Drive motors failing and head crashes can cause other distinctive noises.  As a rule, any noise coming from a hard drive that does not seem normal is probably an indicator of imminent failure.

Electronic failures

Failing electronics can cause a drive to act flaky, not detect, and occasionally catch fire.

Hard drives have electronics on the inside of the drive which are inaccessible without destroying the drive (unless you happen to have a clean room).  Unfortunately, if those fail, there isn't much you can do.

The external electronics on a hard drive are usually a small circuit board that contains the interface connector and is held onto the drive with a few screws.  In many cases, multiple versions of a drive (IDE, SATA, SCSI, SAS, etc.) exist with different controller interface boards.  Generally speaking, it is possible to transplant the external electronics from a good drive onto a drive with failing electronics in order to get data off the failing drive.  Usually the controller board will need to be off an identical drive with similar manufacturing dates.

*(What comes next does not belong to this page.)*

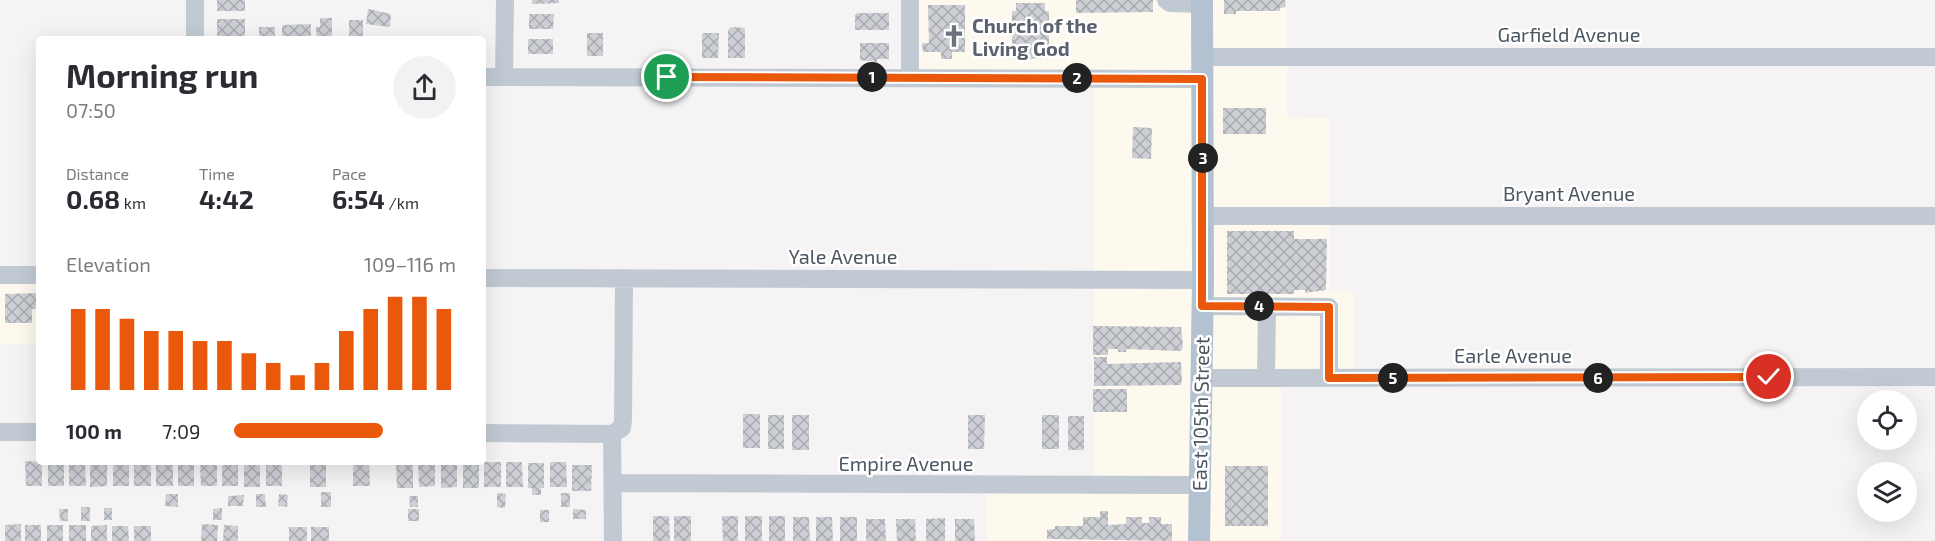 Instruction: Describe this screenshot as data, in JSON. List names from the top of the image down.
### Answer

Dealing with physical failures

In addition to drive electronics transplanting, just about any trick you've heard of (freezing, spinning, smacking, etc.) has probably worked for someone, sometime.  Whether any of these tricks work for you is a matter of trial and error.  Just be careful.

Freezing drives seem to be especially effective.  Unfortunately, as soon as a drive is operating, it will tend to heat up quickly, so some care needs to be taken to keep drives cool without letting them get wet from condensation.

Swapping electronics often works when faced with electronic failure, but only when the donor drive exactly matches the failed drive.

Freezing drives often helps in cases of crashed heads and electronic problems. Sometimes they will need help to stay cold (ice packs, freeze spray, etc.), but often once they start spinning, they'll stay spinning. Turning a drive on its side sometimes helps with physical problems as well.


Unfortunately, we do have to get a drive to spin for any software data recovery techniques to work.

To be continued in part 3.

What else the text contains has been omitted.